Roxanne King, editor
“I had the privilege of covering the Denver Archdiocese’s pilgrimage to the International Eucharistic Congress in Dublin, Ireland, last June (July 4, DCR). I was moved and inspired by the faith and Christian love of the pilgrims in our group, who ranged in age from 11—a girl preparing for her confirmation—to 84—Bishop James Conley’s mother, Betty! I was also warmed by the hospitality and lively spirit of the Irish and by the shared faith of the thousands gathered in Croke Park Stadium for the congress’ highlight, the closing Mass called the Statio Orbis. Another favorite moment: watching and listening to a lone bagpiper play on the shore in the fishing village of Ardmore in County Waterford as I collected seashells. The entire pilgrimage was like a dream come true! And of course it was: God’s vision for us is always so much greater and more beautiful than our own!”
Julie Filby, reporter
“It’s tough to pick one. I really enjoyed covering Olympian Missy Franklin (April 25, DCR) a senior at Regis Jesuit High School; as well as another young person, Peter Srsich (Nov. 7, DCR), a grad of Mullen High School who’s now attending Regis University. Missy has a contagious spirit and her faith guides her decisions. Peter, a cancer survivor who met Pope Benedict through Make-A-Wish, has tremendous faith and trust in God.

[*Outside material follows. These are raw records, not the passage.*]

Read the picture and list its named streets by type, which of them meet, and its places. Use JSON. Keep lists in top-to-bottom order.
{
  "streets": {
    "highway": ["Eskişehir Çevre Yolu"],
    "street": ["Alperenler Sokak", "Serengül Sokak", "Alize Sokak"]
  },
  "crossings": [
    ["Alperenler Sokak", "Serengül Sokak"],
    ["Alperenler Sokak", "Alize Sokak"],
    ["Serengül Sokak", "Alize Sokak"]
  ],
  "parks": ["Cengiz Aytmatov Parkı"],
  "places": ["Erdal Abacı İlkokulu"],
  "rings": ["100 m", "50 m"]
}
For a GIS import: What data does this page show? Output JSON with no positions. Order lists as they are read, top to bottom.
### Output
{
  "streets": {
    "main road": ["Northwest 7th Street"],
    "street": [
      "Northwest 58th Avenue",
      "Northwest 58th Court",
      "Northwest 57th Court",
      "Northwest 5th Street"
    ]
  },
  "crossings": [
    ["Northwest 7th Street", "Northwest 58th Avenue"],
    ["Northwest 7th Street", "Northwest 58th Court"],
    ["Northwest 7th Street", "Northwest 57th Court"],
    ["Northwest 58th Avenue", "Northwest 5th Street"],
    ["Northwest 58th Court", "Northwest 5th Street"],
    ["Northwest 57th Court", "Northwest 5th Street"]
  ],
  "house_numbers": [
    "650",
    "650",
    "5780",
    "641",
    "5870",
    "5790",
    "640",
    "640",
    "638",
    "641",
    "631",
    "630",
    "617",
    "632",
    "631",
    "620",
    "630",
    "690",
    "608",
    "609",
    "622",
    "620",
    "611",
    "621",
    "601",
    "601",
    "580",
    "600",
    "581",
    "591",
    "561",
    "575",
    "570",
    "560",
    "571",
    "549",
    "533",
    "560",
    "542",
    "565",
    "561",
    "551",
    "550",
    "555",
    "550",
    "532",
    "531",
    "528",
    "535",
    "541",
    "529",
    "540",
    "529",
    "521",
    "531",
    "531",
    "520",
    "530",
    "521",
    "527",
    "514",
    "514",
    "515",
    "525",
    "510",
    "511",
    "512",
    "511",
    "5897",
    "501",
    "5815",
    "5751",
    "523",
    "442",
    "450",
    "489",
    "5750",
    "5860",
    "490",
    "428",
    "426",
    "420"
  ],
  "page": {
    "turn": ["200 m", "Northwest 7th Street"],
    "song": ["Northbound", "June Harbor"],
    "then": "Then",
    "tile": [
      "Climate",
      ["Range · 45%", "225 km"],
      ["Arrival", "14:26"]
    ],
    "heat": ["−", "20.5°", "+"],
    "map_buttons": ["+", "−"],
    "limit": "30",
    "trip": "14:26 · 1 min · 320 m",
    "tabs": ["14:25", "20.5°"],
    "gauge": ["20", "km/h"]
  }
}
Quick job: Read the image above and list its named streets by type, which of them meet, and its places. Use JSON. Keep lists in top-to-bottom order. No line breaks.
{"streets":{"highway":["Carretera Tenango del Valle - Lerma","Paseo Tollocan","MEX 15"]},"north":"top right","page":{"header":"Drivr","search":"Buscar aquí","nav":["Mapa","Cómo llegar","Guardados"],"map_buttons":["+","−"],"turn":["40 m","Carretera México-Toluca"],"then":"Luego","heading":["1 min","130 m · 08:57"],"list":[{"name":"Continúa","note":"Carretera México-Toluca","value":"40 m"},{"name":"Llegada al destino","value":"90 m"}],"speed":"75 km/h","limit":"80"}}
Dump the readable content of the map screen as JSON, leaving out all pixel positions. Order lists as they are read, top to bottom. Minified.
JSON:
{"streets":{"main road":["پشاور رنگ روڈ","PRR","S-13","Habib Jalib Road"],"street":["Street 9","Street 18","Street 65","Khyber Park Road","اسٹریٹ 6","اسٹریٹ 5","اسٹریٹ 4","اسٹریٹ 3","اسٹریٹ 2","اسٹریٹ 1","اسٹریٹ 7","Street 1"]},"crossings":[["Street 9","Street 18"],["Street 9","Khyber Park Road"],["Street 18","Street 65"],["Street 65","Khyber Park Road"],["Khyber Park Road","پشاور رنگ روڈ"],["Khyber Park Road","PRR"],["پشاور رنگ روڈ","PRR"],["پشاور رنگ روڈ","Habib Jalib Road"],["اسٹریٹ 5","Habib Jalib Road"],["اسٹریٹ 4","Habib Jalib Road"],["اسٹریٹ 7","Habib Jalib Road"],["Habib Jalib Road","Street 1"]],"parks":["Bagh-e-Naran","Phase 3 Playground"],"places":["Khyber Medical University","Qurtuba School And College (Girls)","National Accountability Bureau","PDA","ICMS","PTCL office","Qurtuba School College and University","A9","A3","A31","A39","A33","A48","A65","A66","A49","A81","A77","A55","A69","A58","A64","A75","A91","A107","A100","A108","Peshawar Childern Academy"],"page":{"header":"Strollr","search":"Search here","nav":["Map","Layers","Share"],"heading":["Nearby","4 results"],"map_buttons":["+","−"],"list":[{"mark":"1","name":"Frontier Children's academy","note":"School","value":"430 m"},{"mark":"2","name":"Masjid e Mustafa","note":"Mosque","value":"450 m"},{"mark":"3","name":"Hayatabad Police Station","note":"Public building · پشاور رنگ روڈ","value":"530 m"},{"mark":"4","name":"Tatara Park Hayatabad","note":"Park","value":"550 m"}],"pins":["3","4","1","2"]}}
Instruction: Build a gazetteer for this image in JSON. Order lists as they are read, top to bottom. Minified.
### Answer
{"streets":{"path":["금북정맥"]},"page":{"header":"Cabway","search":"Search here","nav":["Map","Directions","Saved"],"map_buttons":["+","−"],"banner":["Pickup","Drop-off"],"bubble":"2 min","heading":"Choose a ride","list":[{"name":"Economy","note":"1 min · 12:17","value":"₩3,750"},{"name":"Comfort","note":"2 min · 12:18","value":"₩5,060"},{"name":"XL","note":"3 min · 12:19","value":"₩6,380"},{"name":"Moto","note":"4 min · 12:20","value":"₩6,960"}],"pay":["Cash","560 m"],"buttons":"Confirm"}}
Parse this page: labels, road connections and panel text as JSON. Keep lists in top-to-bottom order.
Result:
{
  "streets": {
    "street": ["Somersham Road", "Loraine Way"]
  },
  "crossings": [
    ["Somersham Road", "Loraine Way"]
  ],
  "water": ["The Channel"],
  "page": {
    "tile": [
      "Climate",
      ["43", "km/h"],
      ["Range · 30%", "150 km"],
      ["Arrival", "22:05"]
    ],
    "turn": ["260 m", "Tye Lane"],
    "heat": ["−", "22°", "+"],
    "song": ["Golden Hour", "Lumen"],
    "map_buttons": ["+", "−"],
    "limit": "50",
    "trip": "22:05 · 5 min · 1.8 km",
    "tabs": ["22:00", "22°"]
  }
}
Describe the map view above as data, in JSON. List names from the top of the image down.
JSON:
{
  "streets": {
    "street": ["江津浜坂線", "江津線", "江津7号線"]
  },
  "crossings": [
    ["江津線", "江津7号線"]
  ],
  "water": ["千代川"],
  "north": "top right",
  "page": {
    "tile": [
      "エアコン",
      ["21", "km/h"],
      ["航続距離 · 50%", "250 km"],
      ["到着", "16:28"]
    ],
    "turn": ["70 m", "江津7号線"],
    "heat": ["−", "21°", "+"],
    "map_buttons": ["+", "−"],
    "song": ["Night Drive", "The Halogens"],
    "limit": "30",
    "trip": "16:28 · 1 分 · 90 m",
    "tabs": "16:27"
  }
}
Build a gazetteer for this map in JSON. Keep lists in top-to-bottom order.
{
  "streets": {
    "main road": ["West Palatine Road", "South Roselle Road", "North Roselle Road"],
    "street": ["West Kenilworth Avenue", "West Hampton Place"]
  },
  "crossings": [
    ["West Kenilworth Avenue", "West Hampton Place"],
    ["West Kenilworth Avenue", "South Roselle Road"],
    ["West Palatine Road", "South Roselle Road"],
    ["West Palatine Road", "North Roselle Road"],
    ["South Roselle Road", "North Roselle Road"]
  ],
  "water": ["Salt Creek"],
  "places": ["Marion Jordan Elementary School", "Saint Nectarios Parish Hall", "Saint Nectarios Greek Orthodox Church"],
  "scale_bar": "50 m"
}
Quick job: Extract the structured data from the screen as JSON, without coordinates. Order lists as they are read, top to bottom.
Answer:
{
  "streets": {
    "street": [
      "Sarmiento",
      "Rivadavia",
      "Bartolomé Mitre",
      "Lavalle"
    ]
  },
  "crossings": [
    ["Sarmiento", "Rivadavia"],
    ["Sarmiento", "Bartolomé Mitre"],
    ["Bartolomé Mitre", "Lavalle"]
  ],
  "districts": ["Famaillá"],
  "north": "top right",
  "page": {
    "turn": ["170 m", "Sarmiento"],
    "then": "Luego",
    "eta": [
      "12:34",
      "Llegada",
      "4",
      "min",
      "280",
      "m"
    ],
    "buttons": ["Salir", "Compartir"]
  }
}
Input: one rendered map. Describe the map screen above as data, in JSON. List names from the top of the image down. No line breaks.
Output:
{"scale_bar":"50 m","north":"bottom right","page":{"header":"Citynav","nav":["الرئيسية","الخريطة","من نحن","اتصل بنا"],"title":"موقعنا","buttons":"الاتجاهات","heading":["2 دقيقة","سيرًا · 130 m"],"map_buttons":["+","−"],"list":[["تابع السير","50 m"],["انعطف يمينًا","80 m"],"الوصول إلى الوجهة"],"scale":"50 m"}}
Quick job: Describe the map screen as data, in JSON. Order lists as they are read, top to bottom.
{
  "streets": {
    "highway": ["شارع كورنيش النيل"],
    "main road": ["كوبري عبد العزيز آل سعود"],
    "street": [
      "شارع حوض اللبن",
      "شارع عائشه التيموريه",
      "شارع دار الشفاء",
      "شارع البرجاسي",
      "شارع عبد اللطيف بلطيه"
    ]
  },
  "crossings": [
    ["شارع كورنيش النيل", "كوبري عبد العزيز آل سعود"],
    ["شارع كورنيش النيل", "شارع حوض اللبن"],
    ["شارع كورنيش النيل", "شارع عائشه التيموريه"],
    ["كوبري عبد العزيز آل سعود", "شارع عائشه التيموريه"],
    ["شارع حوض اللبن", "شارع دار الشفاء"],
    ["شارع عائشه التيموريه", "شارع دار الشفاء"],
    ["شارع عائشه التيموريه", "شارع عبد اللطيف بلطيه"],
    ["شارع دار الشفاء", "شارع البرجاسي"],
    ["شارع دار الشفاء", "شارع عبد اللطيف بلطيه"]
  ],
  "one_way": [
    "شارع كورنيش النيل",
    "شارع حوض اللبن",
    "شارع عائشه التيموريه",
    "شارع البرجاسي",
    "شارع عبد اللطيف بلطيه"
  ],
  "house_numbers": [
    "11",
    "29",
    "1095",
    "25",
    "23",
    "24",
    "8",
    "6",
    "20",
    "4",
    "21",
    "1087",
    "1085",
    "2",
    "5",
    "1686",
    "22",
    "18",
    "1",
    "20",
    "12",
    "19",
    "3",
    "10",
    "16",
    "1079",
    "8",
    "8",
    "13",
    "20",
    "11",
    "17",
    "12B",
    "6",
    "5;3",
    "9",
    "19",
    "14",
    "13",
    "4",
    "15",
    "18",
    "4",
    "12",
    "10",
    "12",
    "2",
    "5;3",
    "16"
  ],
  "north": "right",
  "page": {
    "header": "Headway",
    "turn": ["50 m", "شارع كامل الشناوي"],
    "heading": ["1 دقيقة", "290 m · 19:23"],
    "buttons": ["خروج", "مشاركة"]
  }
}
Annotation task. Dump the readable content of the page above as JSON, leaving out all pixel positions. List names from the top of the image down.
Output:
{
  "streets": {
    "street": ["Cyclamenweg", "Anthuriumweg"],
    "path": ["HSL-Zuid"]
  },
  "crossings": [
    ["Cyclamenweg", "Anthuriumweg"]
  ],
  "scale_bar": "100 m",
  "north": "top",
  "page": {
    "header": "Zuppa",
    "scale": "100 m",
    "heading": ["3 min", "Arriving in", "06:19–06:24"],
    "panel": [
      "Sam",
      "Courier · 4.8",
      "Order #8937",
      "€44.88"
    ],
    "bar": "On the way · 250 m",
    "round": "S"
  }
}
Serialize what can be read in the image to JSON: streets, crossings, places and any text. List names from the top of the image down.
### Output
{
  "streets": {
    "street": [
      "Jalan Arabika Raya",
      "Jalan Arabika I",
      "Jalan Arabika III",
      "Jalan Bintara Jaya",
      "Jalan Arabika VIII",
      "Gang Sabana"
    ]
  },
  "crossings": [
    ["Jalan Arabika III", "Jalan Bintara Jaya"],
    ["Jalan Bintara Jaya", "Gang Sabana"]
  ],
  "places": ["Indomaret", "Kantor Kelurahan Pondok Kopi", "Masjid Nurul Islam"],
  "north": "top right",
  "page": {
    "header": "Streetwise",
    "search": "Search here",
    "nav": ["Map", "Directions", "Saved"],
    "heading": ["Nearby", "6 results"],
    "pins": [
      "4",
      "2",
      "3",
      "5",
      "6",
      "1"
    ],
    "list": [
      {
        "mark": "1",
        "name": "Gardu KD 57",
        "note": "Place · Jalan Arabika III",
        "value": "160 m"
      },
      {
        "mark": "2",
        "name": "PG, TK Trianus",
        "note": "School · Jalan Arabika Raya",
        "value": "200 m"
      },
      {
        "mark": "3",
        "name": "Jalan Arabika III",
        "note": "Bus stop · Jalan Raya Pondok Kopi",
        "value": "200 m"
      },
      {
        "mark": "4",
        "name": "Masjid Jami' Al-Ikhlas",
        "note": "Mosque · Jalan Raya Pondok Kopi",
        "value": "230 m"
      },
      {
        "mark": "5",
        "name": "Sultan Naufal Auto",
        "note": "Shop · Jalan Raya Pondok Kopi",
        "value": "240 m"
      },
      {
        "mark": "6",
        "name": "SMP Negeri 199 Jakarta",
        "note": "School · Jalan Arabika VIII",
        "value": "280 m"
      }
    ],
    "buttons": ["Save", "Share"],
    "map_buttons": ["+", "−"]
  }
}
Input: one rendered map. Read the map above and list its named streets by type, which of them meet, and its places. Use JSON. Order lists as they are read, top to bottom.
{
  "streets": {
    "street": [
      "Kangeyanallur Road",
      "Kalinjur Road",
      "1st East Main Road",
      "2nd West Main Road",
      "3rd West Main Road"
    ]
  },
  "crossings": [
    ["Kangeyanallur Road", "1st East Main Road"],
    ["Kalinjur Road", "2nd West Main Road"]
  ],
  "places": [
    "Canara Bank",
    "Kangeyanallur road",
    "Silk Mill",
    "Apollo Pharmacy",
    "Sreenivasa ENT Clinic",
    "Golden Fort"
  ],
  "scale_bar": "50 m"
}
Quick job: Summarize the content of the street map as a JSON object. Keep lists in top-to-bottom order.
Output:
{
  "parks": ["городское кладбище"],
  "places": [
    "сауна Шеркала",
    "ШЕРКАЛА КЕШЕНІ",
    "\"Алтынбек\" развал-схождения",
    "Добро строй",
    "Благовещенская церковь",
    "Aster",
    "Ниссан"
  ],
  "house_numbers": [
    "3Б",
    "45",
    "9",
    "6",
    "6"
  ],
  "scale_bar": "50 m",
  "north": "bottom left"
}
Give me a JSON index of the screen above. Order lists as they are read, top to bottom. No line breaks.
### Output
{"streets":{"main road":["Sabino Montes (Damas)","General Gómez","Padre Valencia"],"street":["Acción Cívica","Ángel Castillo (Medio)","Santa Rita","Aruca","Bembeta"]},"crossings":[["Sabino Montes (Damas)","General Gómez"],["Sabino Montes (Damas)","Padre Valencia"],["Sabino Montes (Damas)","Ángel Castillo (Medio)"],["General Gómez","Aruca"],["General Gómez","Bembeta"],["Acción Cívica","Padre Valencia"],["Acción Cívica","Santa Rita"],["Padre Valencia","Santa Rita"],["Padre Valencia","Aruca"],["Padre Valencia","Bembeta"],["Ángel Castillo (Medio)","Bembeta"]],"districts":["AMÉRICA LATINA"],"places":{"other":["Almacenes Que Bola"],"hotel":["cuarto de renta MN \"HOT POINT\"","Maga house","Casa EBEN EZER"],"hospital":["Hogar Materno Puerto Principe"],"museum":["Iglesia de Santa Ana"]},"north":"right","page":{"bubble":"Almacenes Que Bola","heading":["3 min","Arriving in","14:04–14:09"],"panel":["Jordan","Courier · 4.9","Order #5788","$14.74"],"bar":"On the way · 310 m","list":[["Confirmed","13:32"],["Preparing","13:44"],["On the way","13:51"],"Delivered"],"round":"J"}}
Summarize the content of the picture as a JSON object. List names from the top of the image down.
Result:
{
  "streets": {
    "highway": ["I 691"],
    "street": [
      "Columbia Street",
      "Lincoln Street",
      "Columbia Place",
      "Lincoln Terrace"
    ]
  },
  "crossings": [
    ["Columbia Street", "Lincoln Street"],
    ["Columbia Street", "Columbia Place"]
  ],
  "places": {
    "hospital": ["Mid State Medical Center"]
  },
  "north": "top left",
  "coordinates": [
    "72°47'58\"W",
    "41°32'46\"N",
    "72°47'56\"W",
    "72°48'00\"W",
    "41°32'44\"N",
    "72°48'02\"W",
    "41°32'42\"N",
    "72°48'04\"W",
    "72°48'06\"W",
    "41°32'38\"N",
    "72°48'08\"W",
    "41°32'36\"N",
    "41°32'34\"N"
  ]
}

Both have been influenced by their experience in Catholic schools, and as a mother of two grade-schoolers, I am grateful for these two young role models.”
Nissa LaPoint, reporter
“It’s hard to pick just one story that I really enjoyed, but the story about the Neocatechumenal Way members and their door-to-door evangelization ministry (May 23, DCR) during Easter was truly an experience. I love to cover stories out in the field about exemplary Catholics and newsworthy events in the community. This was one such story. Catholics evangelizing on people’s doorsteps is a unique ministry and I got to see this firsthand. I won’t forget the raw emotion and pain of one woman who shared with The Way members at her door—through sobs and tears—that she wanted to amend her life, confess and return to the Church. Seeing Christ’s love through these ministers and the Holy Spirit’s work was a blessing!”
Jean Torkelson, reporter
“How to pick a favorite from everything I’ve been privileged to write for the DCR in the past seven months? Talk about a historic time—the arrival of Archbishop Aquila, the opening of the Year of Faith, the resignation of Pope Benedict. But one springs to mind because it was quiet and unexpected. One day I was trying to find a story about how worshiping in an adoration chapel changed a person’s life. For absolutely no reason, out of the blue, I called Denver’s St. Anthony of Padua Parish. ‘You should talk to Lydia Castillo!’ the receptionist said. Lydia—cheerful, joyful—and survivor of stage three cancer (Dec. 12, DCR). A longtime adorer, she learned to trust Jesus even more during that time—“Stand firm and believe,” she said. Lydia and her quiet courage—her story got told only because of a chance phone call. I love those stories.”